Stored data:
◆ ◆ ◆ ◆ ◆

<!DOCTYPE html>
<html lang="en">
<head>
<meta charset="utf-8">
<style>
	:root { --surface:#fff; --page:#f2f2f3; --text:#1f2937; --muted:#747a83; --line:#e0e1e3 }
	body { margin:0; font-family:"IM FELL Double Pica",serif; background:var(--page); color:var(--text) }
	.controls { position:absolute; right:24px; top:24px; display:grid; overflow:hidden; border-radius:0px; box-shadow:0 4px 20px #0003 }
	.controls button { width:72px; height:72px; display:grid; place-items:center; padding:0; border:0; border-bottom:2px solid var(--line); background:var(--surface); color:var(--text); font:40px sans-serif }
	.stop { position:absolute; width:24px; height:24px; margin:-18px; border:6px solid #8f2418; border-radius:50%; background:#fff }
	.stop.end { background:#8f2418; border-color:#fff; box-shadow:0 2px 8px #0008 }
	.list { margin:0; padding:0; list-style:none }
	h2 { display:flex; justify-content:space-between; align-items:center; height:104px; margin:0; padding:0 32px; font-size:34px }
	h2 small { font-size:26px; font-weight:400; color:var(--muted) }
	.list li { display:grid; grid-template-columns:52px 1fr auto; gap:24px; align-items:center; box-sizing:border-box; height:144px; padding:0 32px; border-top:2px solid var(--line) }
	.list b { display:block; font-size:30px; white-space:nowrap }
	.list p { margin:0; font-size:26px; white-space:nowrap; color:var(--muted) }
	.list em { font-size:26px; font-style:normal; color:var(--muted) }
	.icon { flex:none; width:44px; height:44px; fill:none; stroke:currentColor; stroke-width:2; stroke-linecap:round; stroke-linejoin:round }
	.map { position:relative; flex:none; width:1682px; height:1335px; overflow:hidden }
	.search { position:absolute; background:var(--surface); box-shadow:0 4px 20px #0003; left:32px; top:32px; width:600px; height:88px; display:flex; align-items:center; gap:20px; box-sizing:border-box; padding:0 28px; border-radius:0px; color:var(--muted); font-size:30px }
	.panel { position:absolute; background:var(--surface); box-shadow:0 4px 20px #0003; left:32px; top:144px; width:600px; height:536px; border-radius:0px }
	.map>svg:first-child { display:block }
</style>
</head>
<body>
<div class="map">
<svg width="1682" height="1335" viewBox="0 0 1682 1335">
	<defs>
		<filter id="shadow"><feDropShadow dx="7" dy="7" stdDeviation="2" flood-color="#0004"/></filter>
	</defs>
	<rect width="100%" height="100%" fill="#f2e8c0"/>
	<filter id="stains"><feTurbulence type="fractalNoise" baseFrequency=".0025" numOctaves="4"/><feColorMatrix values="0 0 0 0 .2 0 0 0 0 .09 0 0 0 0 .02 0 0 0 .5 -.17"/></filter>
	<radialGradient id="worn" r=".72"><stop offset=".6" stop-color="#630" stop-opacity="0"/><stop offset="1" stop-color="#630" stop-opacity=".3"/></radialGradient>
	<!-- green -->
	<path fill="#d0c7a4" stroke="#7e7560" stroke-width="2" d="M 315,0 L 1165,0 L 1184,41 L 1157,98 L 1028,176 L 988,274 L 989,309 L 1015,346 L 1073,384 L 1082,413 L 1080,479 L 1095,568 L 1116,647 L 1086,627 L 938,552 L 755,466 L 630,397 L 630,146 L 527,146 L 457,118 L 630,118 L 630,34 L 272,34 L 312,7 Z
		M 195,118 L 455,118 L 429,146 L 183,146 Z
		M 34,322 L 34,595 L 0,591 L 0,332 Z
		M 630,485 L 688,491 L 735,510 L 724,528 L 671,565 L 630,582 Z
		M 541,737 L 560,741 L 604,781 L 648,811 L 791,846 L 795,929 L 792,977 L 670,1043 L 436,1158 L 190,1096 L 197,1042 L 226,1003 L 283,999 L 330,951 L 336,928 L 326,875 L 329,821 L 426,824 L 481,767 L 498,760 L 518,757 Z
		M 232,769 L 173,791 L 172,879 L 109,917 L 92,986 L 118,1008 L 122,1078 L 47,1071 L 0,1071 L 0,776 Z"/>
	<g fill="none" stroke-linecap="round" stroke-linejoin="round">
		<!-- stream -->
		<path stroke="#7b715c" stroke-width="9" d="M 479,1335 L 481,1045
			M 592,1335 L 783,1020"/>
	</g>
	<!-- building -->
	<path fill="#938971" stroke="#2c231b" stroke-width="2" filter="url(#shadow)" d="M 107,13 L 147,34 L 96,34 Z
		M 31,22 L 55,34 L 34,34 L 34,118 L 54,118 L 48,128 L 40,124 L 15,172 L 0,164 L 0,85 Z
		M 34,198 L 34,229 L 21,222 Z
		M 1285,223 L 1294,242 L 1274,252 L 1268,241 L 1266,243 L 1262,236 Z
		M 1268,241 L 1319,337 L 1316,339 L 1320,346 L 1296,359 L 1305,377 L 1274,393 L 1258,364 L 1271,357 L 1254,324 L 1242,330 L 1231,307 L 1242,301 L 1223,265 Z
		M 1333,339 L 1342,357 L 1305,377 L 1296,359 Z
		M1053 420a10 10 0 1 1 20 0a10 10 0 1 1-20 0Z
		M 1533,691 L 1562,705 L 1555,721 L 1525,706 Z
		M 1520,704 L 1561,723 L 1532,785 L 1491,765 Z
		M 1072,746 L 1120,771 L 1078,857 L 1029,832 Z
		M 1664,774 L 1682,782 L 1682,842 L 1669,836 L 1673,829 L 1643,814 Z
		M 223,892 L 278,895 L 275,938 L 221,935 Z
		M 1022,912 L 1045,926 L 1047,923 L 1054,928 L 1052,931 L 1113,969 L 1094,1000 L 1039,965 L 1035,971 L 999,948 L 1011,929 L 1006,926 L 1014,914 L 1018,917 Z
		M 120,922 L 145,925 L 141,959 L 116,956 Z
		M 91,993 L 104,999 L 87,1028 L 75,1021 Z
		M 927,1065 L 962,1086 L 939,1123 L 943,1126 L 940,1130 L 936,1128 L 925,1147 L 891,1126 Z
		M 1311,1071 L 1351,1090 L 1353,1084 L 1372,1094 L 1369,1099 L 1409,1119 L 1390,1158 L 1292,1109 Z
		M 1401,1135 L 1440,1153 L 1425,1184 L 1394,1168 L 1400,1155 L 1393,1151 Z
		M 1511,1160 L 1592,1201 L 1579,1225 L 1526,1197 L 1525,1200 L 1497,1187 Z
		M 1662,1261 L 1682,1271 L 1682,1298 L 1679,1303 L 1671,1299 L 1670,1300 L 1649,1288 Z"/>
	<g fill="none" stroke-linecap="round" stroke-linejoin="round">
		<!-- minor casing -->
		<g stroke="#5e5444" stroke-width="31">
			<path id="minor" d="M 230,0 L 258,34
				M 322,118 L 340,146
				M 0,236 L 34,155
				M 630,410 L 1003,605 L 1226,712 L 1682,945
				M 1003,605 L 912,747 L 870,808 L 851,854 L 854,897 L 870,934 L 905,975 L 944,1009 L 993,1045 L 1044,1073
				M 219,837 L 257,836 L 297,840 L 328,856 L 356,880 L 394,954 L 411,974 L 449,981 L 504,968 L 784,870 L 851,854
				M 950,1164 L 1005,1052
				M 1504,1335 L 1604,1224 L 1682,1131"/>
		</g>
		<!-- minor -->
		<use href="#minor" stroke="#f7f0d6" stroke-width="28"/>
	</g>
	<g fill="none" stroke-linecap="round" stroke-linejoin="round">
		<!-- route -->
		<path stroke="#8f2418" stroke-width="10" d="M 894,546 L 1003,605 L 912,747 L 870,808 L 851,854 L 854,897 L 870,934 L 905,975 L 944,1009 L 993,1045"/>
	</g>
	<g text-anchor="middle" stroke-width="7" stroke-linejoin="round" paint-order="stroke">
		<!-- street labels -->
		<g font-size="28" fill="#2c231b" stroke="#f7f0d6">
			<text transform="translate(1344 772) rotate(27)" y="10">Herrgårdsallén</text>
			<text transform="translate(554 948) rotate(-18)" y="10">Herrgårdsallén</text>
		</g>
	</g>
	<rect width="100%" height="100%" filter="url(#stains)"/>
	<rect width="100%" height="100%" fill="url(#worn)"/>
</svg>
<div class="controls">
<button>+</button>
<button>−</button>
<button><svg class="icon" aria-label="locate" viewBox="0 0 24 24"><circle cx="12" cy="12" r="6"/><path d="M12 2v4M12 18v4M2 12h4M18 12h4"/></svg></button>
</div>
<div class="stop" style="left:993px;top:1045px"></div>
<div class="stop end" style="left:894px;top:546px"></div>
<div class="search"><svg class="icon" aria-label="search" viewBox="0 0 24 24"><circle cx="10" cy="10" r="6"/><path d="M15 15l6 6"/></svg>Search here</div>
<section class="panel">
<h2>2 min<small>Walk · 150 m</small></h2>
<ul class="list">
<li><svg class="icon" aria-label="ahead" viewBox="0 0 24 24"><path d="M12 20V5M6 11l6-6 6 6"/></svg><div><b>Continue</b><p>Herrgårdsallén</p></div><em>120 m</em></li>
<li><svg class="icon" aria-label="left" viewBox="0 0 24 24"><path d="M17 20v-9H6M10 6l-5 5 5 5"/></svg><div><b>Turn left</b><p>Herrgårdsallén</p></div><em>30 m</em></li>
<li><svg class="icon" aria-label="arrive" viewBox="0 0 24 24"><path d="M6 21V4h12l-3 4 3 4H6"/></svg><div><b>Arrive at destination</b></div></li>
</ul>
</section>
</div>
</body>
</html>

◆ ◆ ◆ ◆ ◆

Work item
Retype the portion of the data above that starts on the line with "M 950,1164 L 1005,1052" and finishes on the line with "<!-- route -->", including both of those lines.

Task solution
				M 950,1164 L 1005,1052
				M 1504,1335 L 1604,1224 L 1682,1131"/>
		</g>
		<!-- minor -->
		<use href="#minor" stroke="#f7f0d6" stroke-width="28"/>
	</g>
	<g fill="none" stroke-linecap="round" stroke-linejoin="round">
		<!-- route -->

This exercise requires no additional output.